La scelta tra marcia nordica e marcia veloce è sempre più discussa, soprattutto tra coloro che vogliono mantenersi attivi dopo i sessant’anni. Comprendere quale sia l’attività più vantaggiosa per la salute è fondamentale per adottare uno stile di vita sano e sostenibile, in particolare per chi desidera prendersi cura di cuore, muscoli e benessere generale.

L’impatto della marcia nordica sul corpo

La marcia nordica non è una semplice camminata: grazie all’uso dei bastoncini, coinvolge fino all’80-90% dei muscoli del corpo, secondo quanto riportato da studi recenti. Questo tipo di movimento non solo attiva le gambe, ma anche braccia, pettorali e addominali, offrendo così un allenamento completo. L’aumento della consumo di ossigeno (fino al 25% in più rispetto alla marcia veloce alla stessa velocità) contribuisce a migliorare la resistenza cardiovascolare, un aspetto fondamentale per chi ha superato la soglia dei sessant’anni.

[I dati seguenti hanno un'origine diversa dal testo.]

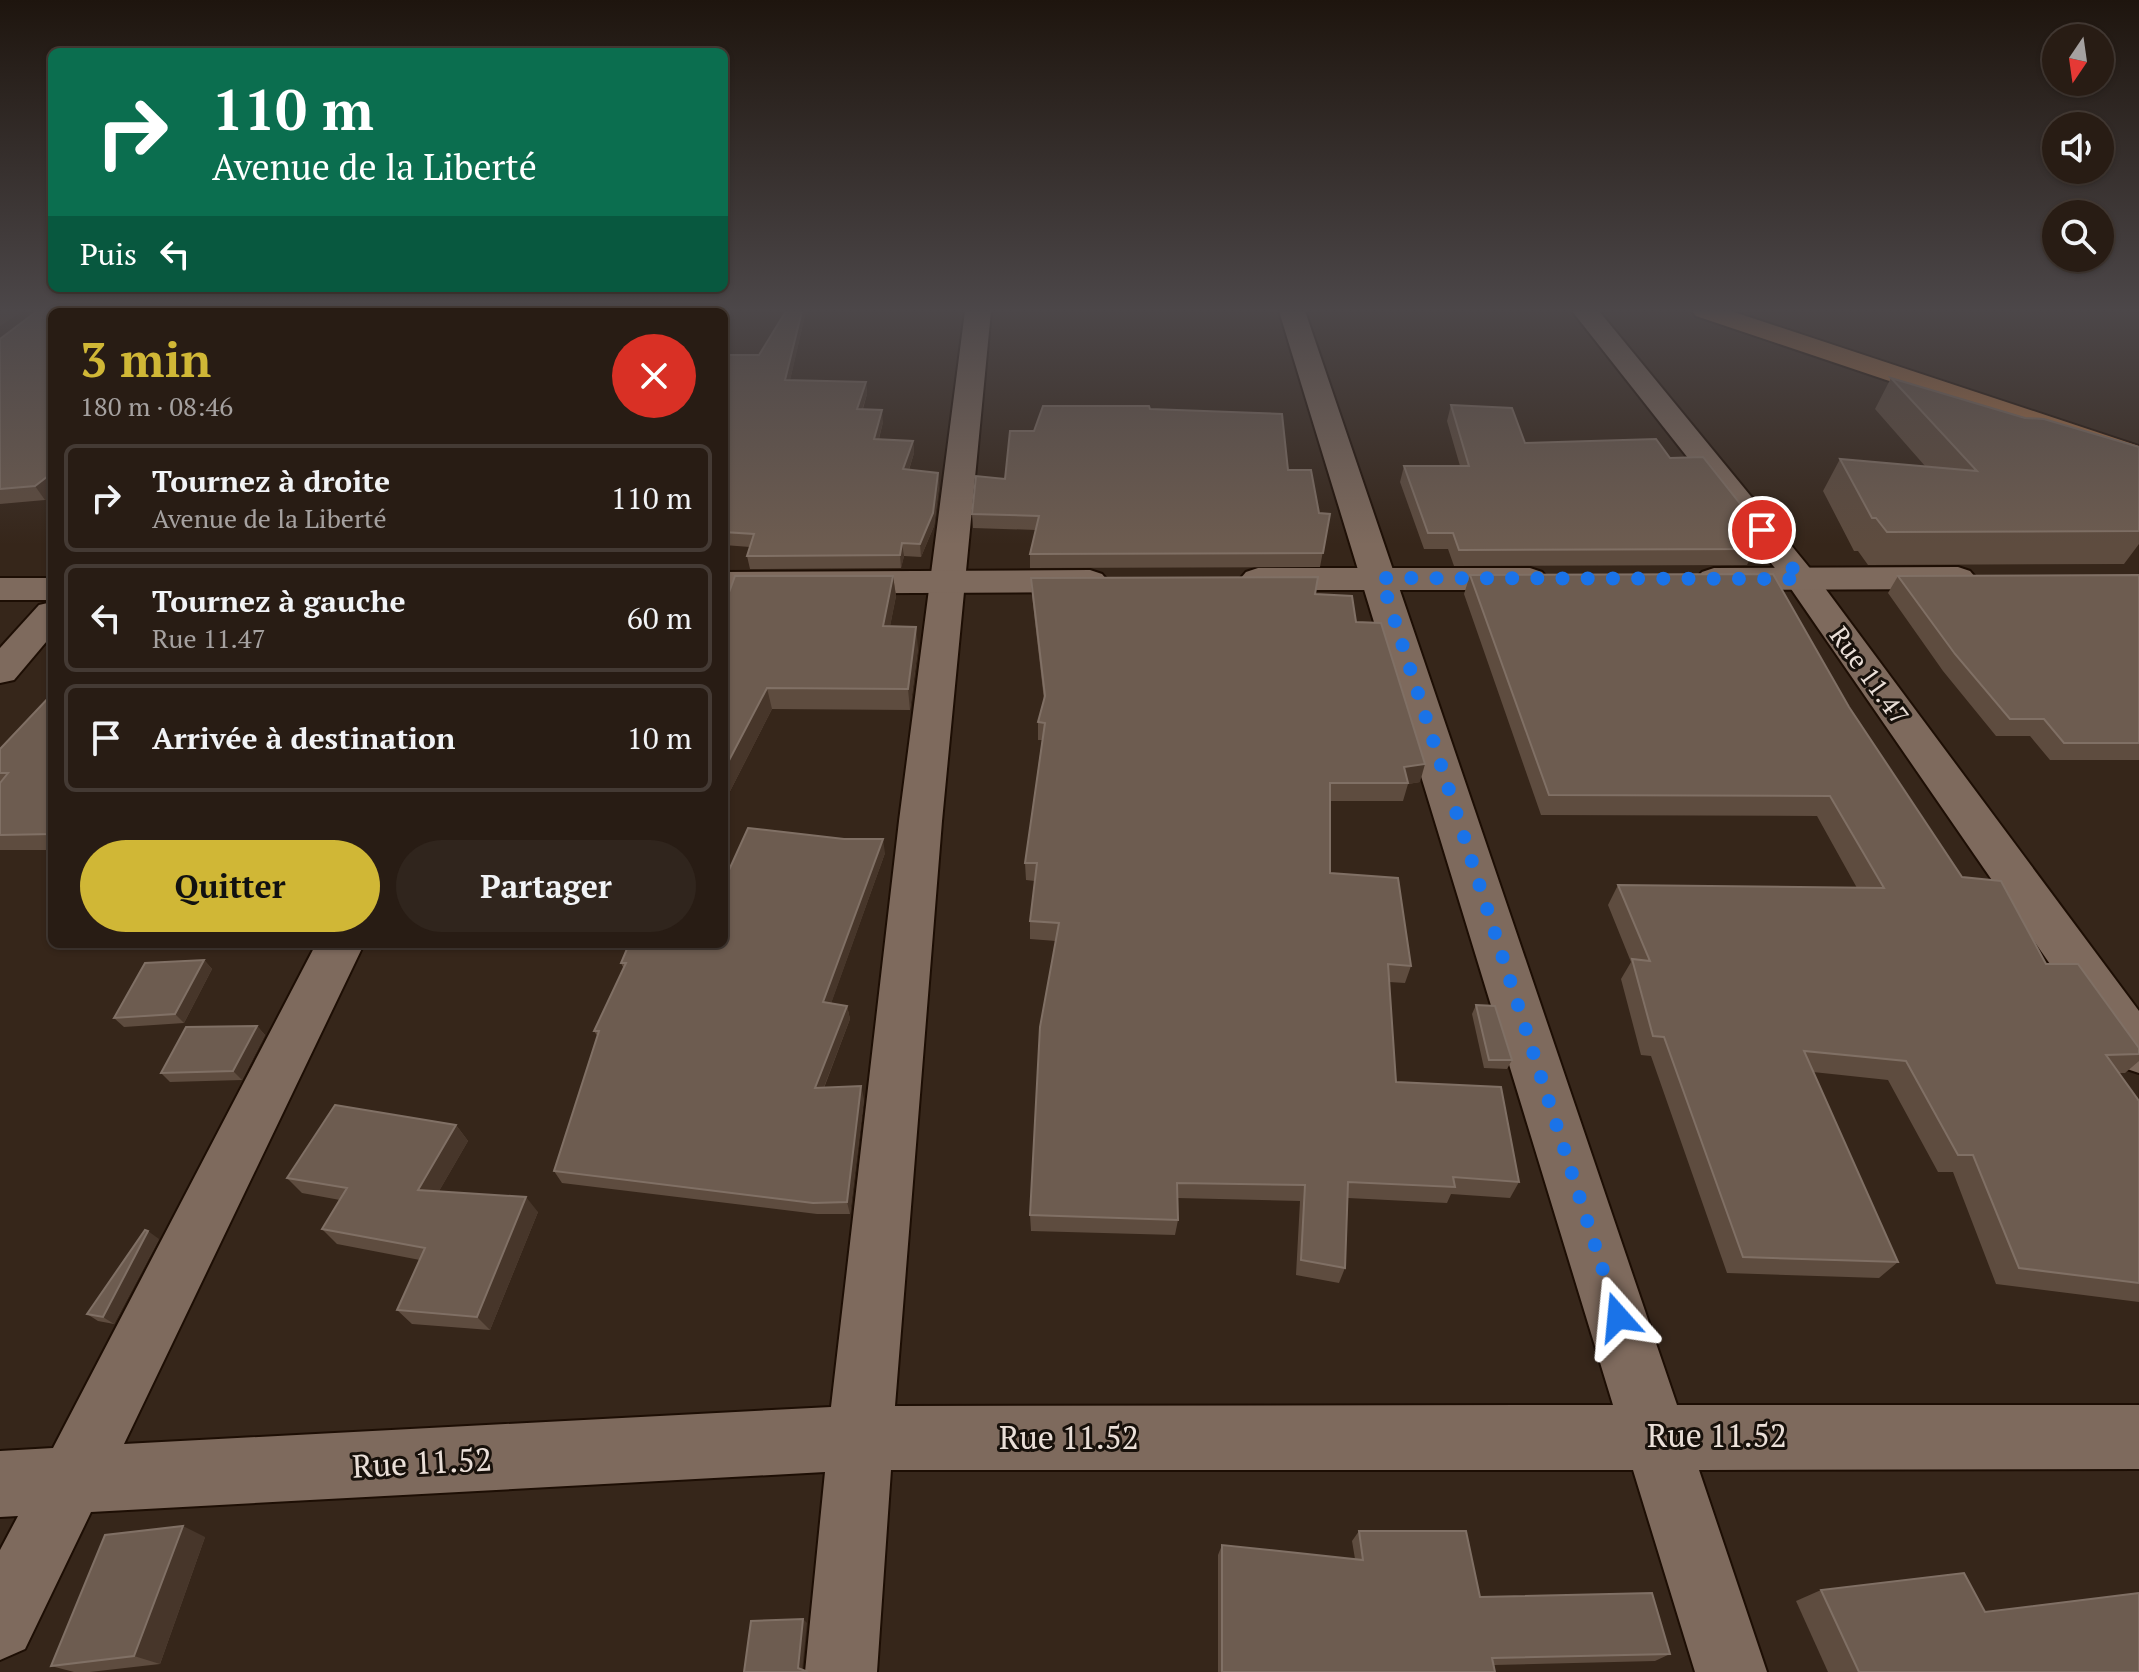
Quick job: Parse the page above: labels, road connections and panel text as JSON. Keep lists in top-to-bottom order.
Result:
{
  "streets": {
    "street": ["Rue 11.47", "Rue 11.52"]
  },
  "north": "bottom",
  "page": {
    "turn": ["110 m", "Avenue de la Liberté"],
    "then": "Puis",
    "heading": ["3 min", "180 m · 08:46"],
    "list": [
      {
        "name": "Tournez à droite",
        "note": "Avenue de la Liberté",
        "value": "110 m"
      },
      {
        "name": "Tournez à gauche",
        "note": "Rue 11.47",
        "value": "60 m"
      },
      {
        "name": "Arrivée à destination",
        "value": "10 m"
      }
    ],
    "buttons": ["Quitter", "Partager"]
  }
}
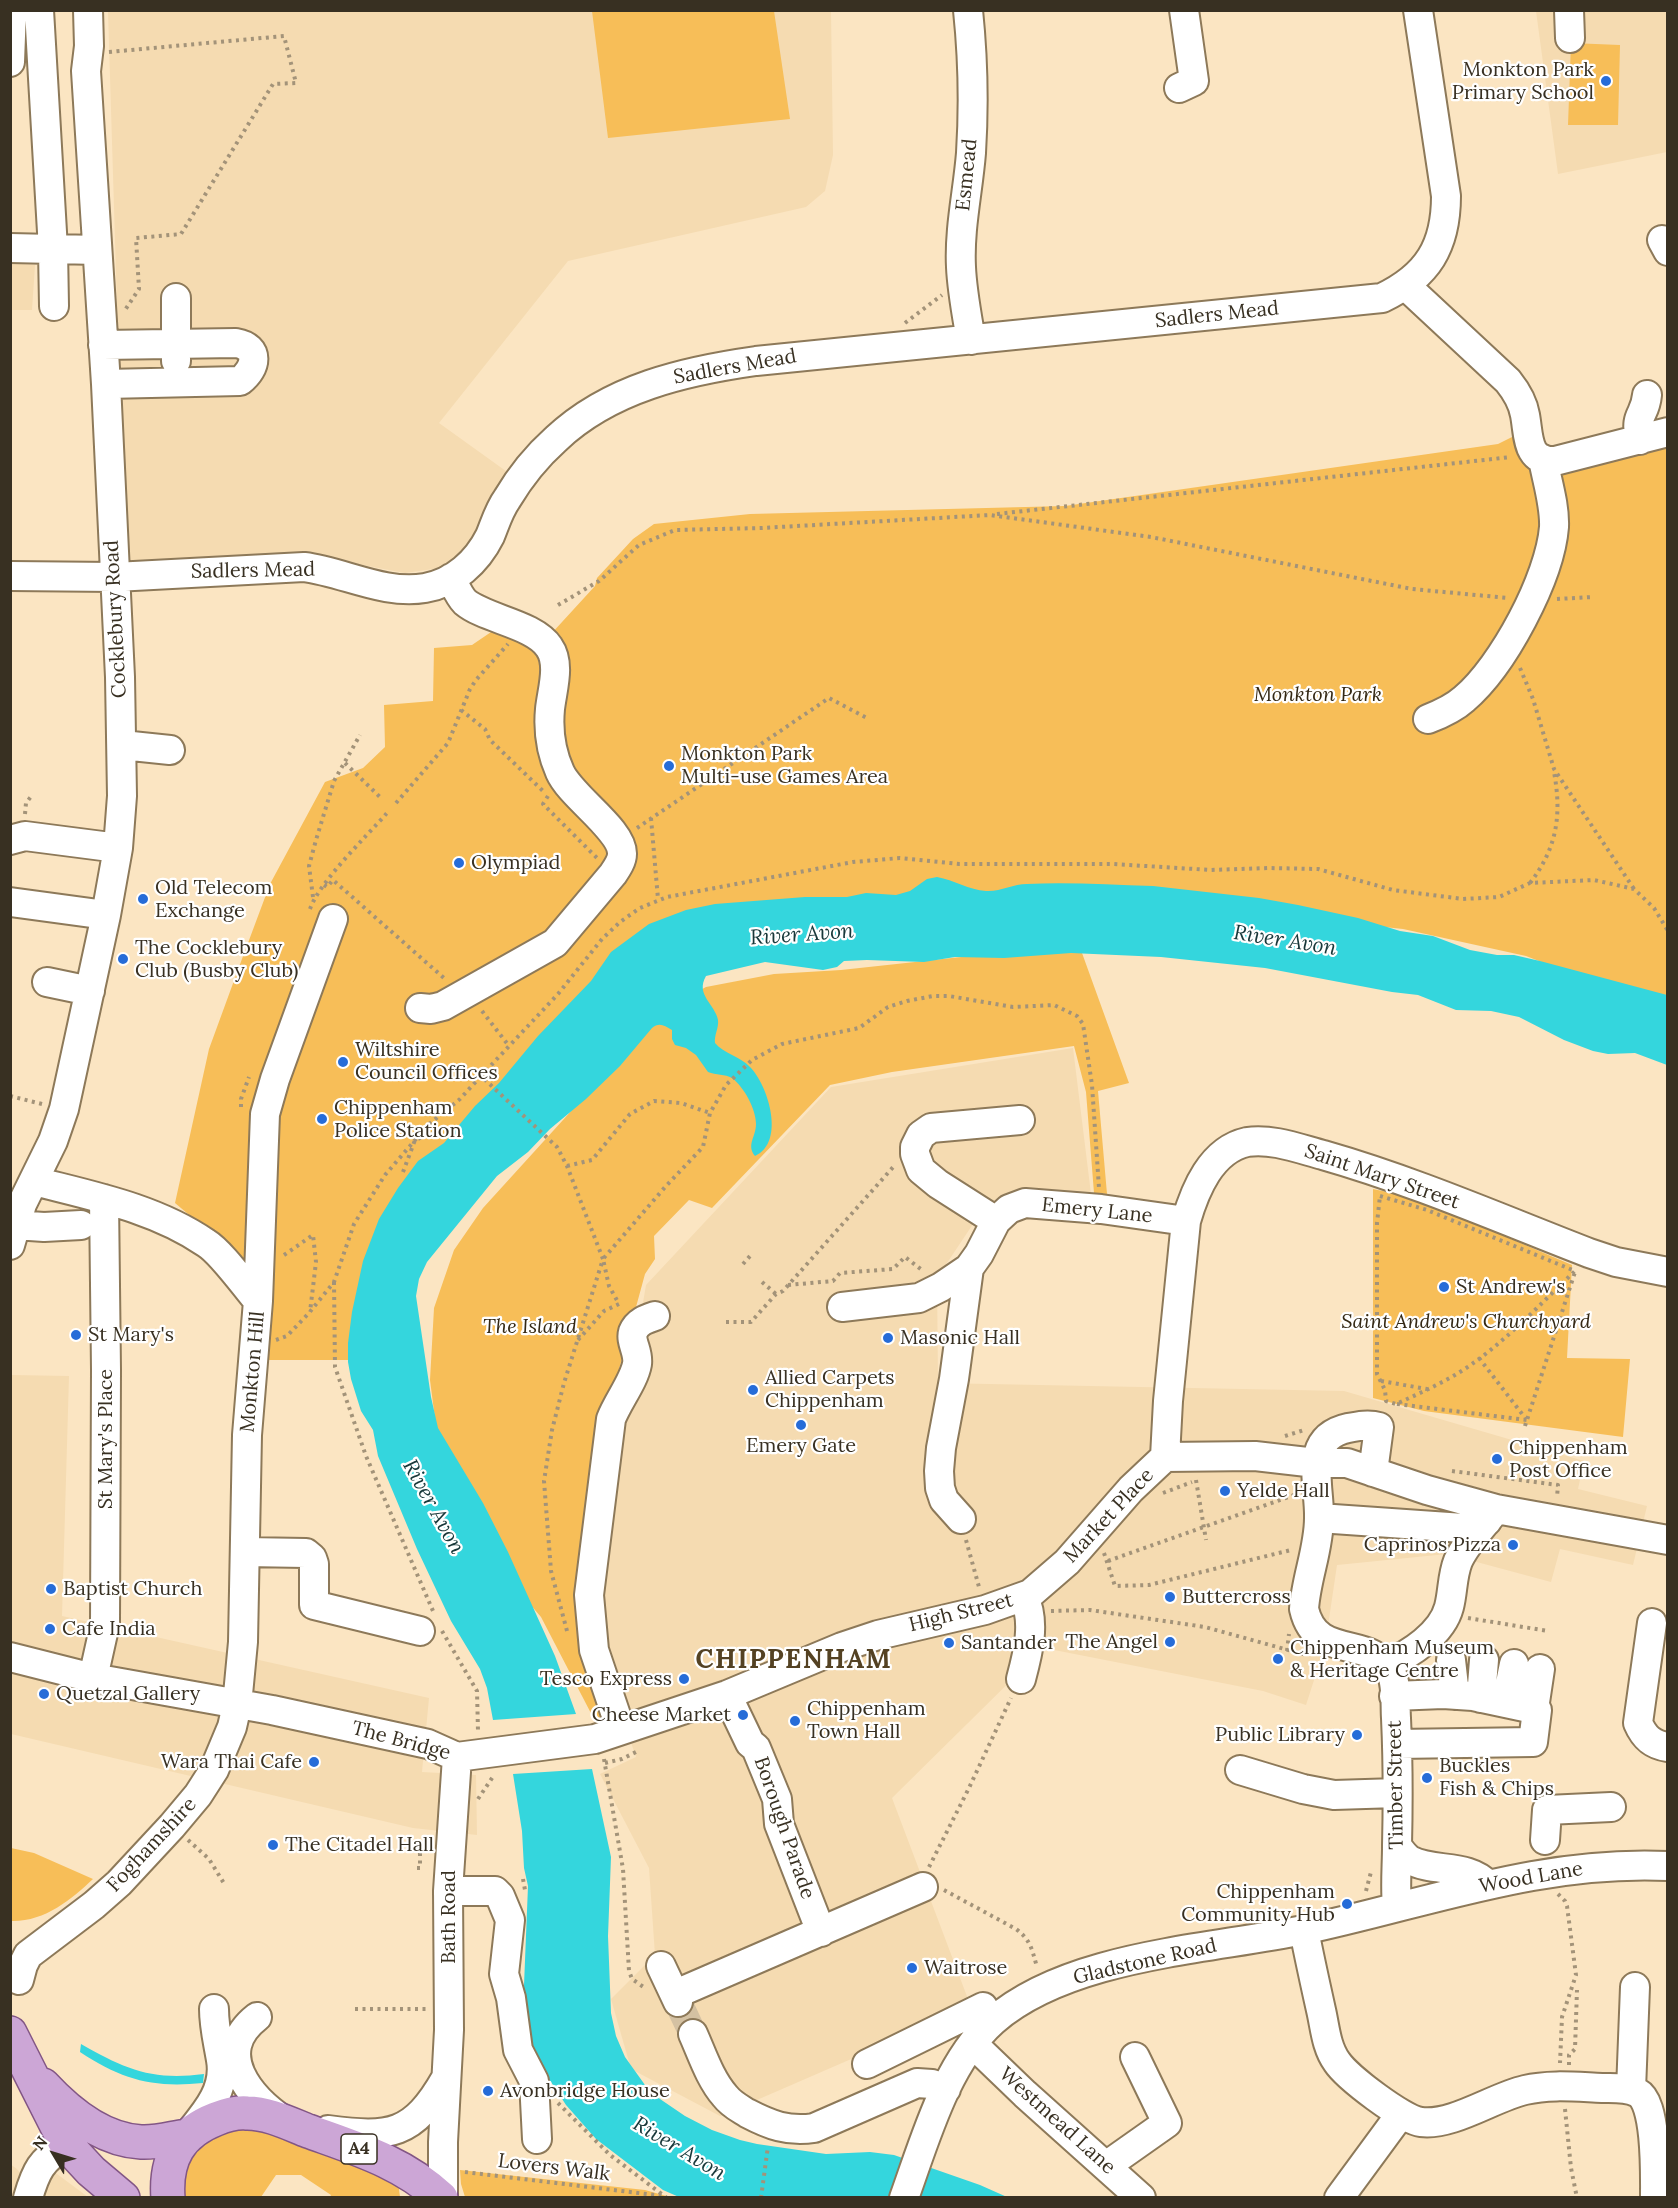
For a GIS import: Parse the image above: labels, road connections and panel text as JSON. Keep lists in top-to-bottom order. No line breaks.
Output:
{"streets":{"main road":["A4"],"street":["Esmead","Sadlers Mead","Cocklebury Road","Saint Mary Street","Emery Lane","Monkton Hill","St Mary's Place","Market Place","High Street","The Bridge","Timber Street","Borough Parade","Foghamshire","Wood Lane","Bath Road","Gladstone Road","Westmead Lane"],"path":["Lovers Walk"]},"crossings":[["Esmead","Sadlers Mead"],["Sadlers Mead","Cocklebury Road"],["Cocklebury Road","Monkton Hill"],["Saint Mary Street","Emery Lane"],["Saint Mary Street","Market Place"],["Monkton Hill","St Mary's Place"],["Monkton Hill","The Bridge"],["Monkton Hill","Foghamshire"],["St Mary's Place","The Bridge"],["Market Place","High Street"],["High Street","The Bridge"],["High Street","Borough Parade"],["The Bridge","Foghamshire"],["The Bridge","Bath Road"],["Timber Street","Wood Lane"],["Timber Street","Gladstone Road"],["Wood Lane","Gladstone Road"],["Bath Road","A4"],["Gladstone Road","Westmead Lane"]],"districts":["CHIPPENHAM"],"water":["River Avon"],"parks":["Monkton Park","Saint Andrew's Churchyard","The Island"],"places":["Monkton Park Primary School","Monkton Park Multi-use Games Area","Olympiad","Old Telecom Exchange","The Cocklebury Club (Busby Club)","Wiltshire Council Offices","Chippenham Police Station","St Andrew's","St Mary's","Masonic Hall","Allied Carpets Chippenham","Emery Gate","Chippenham Post Office","Yelde Hall","Caprinos Pizza","Baptist Church","Buttercross","Cafe India","The Angel","Santander","Chippenham Museum & Heritage Centre","Tesco Express","Quetzal Gallery","Cheese Market","Chippenham Town Hall","Public Library","Wara Thai Cafe","Buckles Fish & Chips","The Citadel Hall","Chippenham Community Hub","Waitrose","Avonbridge House"],"north":"top left"}
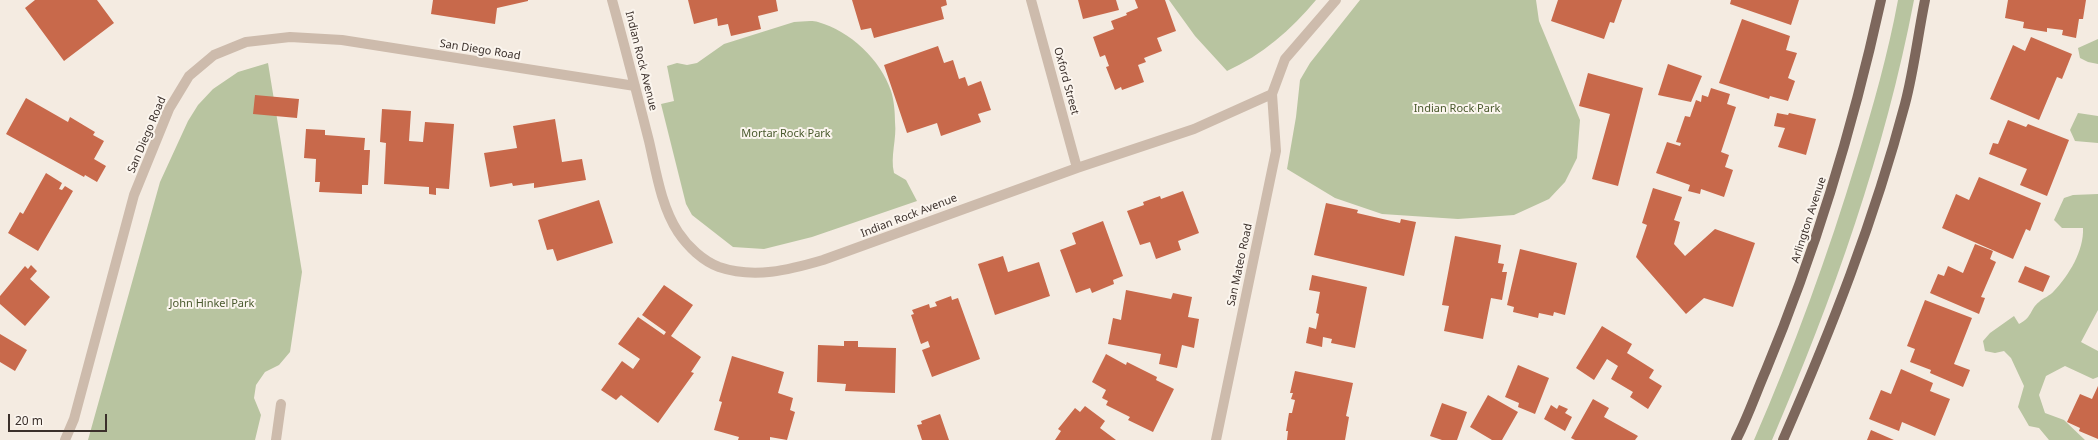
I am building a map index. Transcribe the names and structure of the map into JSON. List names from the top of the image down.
{
  "streets": {
    "main road": ["Arlington Avenue"],
    "street": [
      "San Diego Road",
      "Indian Rock Avenue",
      "Oxford Street",
      "San Mateo Road"
    ]
  },
  "crossings": [
    ["San Diego Road", "Indian Rock Avenue"],
    ["Indian Rock Avenue", "Oxford Street"],
    ["Indian Rock Avenue", "San Mateo Road"]
  ],
  "parks": ["Indian Rock Park", "Mortar Rock Park", "John Hinkel Park"],
  "scale_bar": "20 m"
}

Benefici specifici per la salute dopo i sessant’anni

Praticare regolarmente marcia nordica si traduce in una maggiore attivazione muscolare e in una spesa calorica superiore: si stima che, a una velocità di circa 6,5 km/h, si possano bruciare fino a 150 calorie in più all’ora rispetto alla marcia veloce. L’uso dei bastoncini aiuta a mantenere una postura eretta e favorisce l’apertura del torace, migliorando così la capacità respiratoria e l’ossigenazione del sangue. Questo aspetto è particolarmente rilevante per chi desidera mantenere sotto controllo la pressione arteriosa e i livelli di colesterolo, condizioni spesso presenti dopo i sessant’anni.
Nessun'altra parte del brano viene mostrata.